Despite the observation that many of the variant enzymes fold and exit the ER, a surprising number exhibited defects in proteolytic processing, suggesting an impairment in reaching their final destination in the lysosome. We hypothesize that at least some of these variant α-iduronidases are prone to aggregation and entrapment within the post-ER secretory apparatus. This is consistent with the early observations made by Brooks and Hopwood on a more limited set of variants that were functionally characterized in CHO cells^17,24. Our attempts to visualize the localization of the overexpressed enzyme were not successful, however, and other approaches to define the mechanisms that lead to possible post-ER aggregation are being explored. Collectively, our biochemical studies on the p.Leu526Pro variant do suggest that the structural changes caused by this and other variants make the enzyme more prone to aggregation. The cellular factors that dictate where this aggregation takes place within the secretory pathway, if any, are still unknown but of interest to understand as their manipulation may represent a therapeutic strategic to allow more enzyme to reach the lysosome.

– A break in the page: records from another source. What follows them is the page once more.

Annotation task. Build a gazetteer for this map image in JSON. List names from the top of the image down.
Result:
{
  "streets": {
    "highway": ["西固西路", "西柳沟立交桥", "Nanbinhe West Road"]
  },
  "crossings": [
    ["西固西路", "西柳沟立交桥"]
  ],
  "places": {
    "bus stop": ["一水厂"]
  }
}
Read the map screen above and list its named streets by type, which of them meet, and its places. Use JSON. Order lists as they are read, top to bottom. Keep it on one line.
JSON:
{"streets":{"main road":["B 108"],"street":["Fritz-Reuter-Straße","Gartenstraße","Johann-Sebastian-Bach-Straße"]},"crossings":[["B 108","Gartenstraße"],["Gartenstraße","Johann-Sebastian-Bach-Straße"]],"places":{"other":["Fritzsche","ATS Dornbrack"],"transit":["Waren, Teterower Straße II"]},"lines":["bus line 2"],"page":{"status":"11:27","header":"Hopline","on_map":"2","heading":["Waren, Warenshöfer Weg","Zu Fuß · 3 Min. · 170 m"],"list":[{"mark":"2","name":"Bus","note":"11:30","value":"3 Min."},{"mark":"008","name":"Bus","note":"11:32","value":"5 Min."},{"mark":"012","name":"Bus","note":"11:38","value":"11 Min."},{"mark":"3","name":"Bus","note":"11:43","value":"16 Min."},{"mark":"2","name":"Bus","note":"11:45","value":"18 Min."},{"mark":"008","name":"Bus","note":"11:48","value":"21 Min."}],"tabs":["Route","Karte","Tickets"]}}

Considerable effort was directed towards understanding the impact of the p.Leu526Pro variant on α-iduronidase function. This variant has been identified in patients with very attenuated MPS I^4,18,19 but exhibited an RSA value within the non-disease-causing range, presenting a challenge for the current platform and highlighting the need for other functional studies to fully characterize its impact. We believe caution is warranted for certain variants when proteolytic processing of the variant enzyme is poor but the RSA value falls above the ~5% value, as it is possible some of these variant enzymes fail to efficiently traffic to the lysosome and can lead to the development of intralysosomal GAG storage (and ultimately, disease) despite substantial residual catalytic function. Numerous patients with p.Leu526Pro in trans with pathogenic variants exhibit only mild elevations of the UA-HNAc(1S) NRE fragment in urine, significantly lower than the elevations observed in MPS I patients with classically defined attenuated or severe phenotypes. Variants like p.Leu526Pro may also exert distinct overall clinical impacts on patients depending on the identity of the second variant, presence of multiple variants on the same allele, or their genomic background.

In summary, we present a new functional platform for the characterization of IDUA variants identified by newborn screening and uncover new features on how these variants impact enzyme function. The guidance provided by this functional work can assist genetics providers in making informed medical management decisions following positive newborn screens.